Acessibilidade / Reportar erro

Report of two narcoleptic patients with remission of hypersomnolence following use of prednisone

Relato de dois casos de pacientes com narcolepsia com melhora dos sintomas após uso de prednisona

Abstracts

This article focuses on 2 clinical case reports of narcoleptic patients who experienced an absence of excessive sleepiness during treatment of other illnesses with 40 mg daily intake of prednisone.

narcolepsy; prednisone; treatment


Este artigo refere-se à discussão de 2 casos de pacientes portadores de narcolepsia que apresentaram remissão de hipersonolência diurna excessiva durante tratamento de outras doenças com 40 mg de prednisona.

narcolepsia; prednisona; tratamento


Report of two narcoleptic patients with remission of hypersomnolence following use of prednisone

Relato de dois casos de pacientes com narcolepsia com melhora dos sintomas após uso de prednisona

Fernando Morgadinho Santos CoelhoI; Márcia Pradella-HallinanII; Gabriela Rodrigues AlvesIII; Lia Rita Azeredo BittencourtIV; Sérgio TufikV

INeurologista, Especialista em Medicina do Sono, Mestre pela Escola Paulista de Medicina - Universidade Federal de São Paulo (EPM-UNIFESP), São Paulo SP, Brazil

IINeurologista, Especialista em Medicina do Sono, Doutora pela EPM-UNIFESP, Médica Assistente do Instituto do Sono, São Paulo SP, Brazil

IIIEstudante de Psicologia, Analista de Polissonografia, UNIFESP, São Paulo SP, Brazil

IVPneumologista, Especialista em Medicina do Sono, Doutora pela EPM-UNIFESP, Docente da Disciplina de Medicina e Biologia do Sono, Departamento de Psicobiologia, EPM-UNIFESP, São Paulo SP, Brazil

VEspecialista em Medicina do Sono, Doutor pela EPM-UNIFESP, Chefe e Docente da Disciplina de Medicina e Biologia do Sono, Departamento de Psicobiologia, EPM-UNIFESP

ABSTRACT

This article focuses on 2 clinical case reports of narcoleptic patients who experienced an absence of excessive sleepiness during treatment of other illnesses with 40 mg daily intake of prednisone.

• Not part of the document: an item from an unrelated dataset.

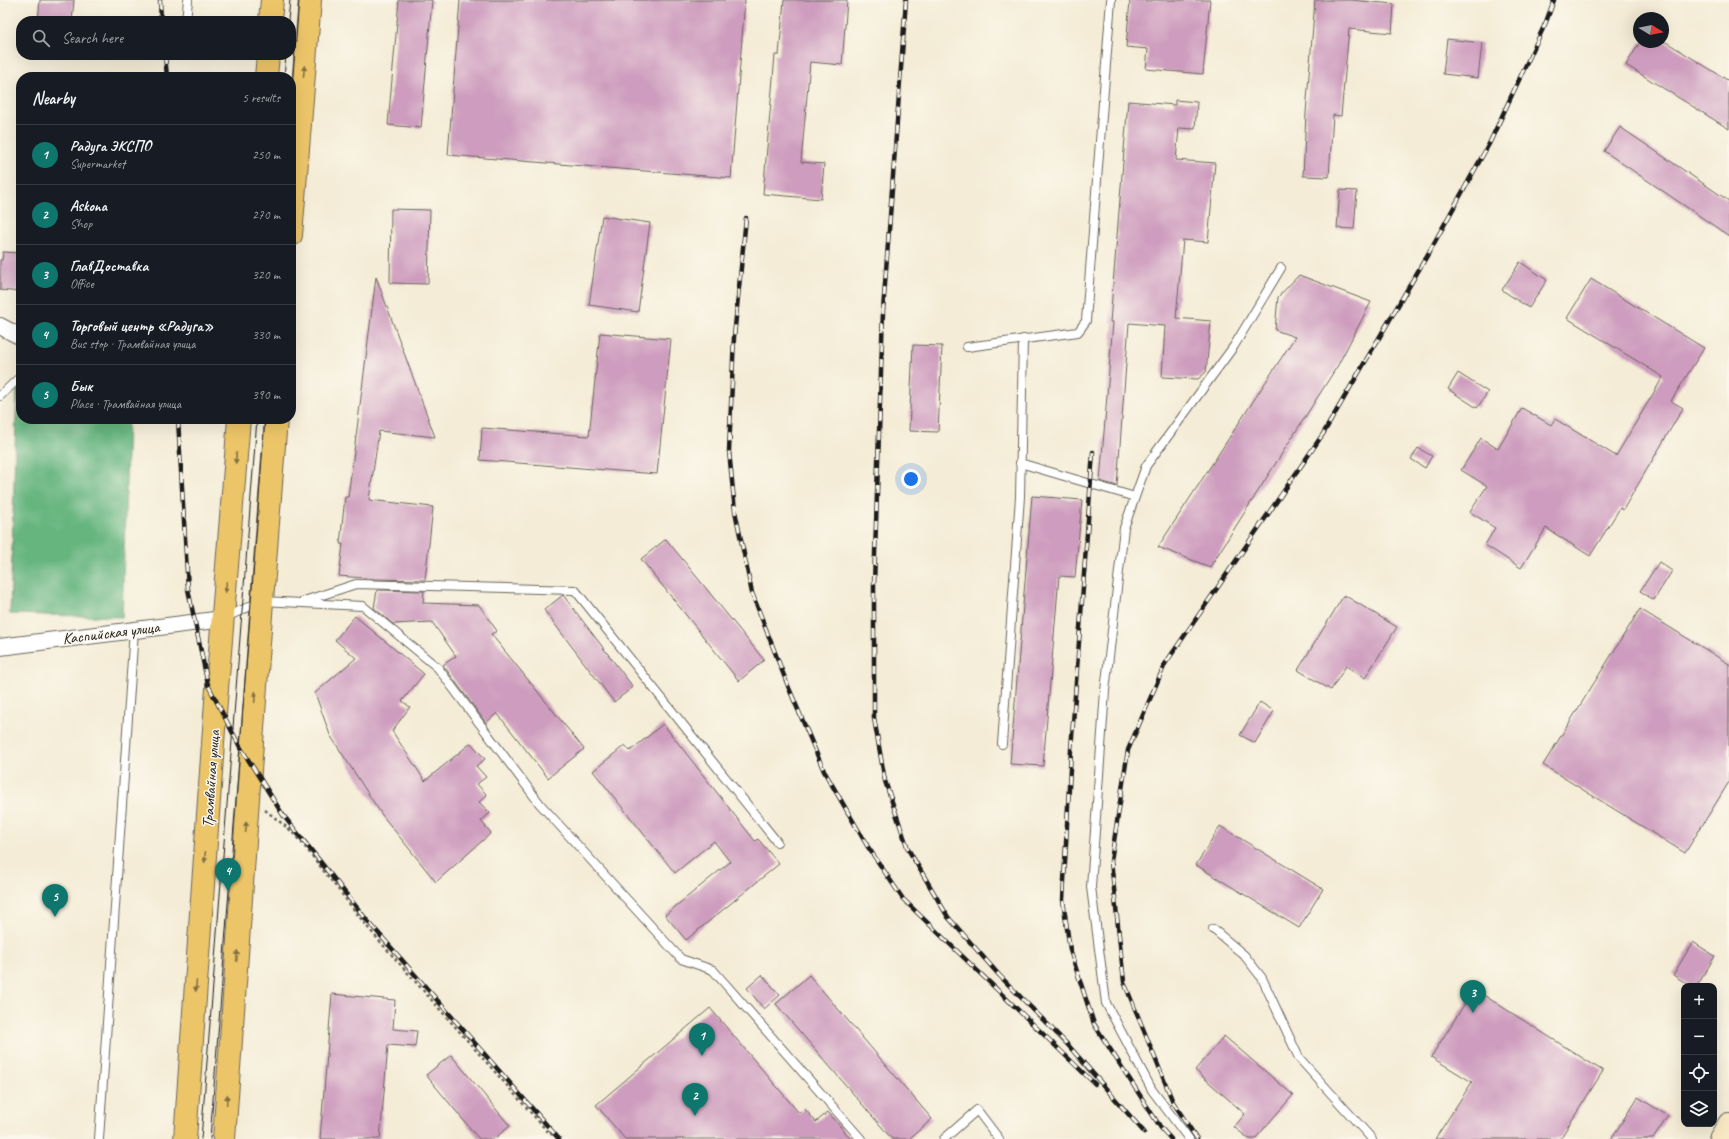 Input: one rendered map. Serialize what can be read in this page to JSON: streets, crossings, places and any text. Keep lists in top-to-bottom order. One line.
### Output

Key words: narcolepsy, prednisone, treatment.

RESUMO

Este artigo refere-se à discussão de 2 casos de pacientes portadores de narcolepsia que apresentaram remissão de hipersonolência diurna excessiva durante tratamento de outras doenças com 40 mg de prednisona.

Palavras-chave: narcolepsia, prednisona, tratamento.

Narcolepsy is characterized by excessive daytime sleep and cataplexy. Sleep paralysis, hypnagogic hallucinations and sleep fragmentation can be added to this clinical picture1,2. Narcolepsy involves an unknown physiopathology but with a known association with the HLA DQB1*0602 allele3. This would strengthen the hypothesis of a genetic origin. Other physiopathological hypotheses derive from the environment, infections and the immunological system. Abnormalities in the neurotransmission of hypocretin were recently described in narcoleptics4. Hypocretin is a neuropeptide synthesized by neurons whose cell bodies are located in the lateral hypothalamus. One of its functions is to modulate wakefulness. The association of hypocretin to dopaminergic pathways in frontal brain and noradrenergics pathways in the brain stem is well established. The smaller concentration of hypocretin in cerebral spinal fluid (CSF) has only been characterized in narcoleptics with cataplexy5. In an immunohystochemical study, a reduction in the quantity of hypocretinergic cells of the lateral hypothalamus was observed in patients with cataplexy6. This observation was made following autopsy.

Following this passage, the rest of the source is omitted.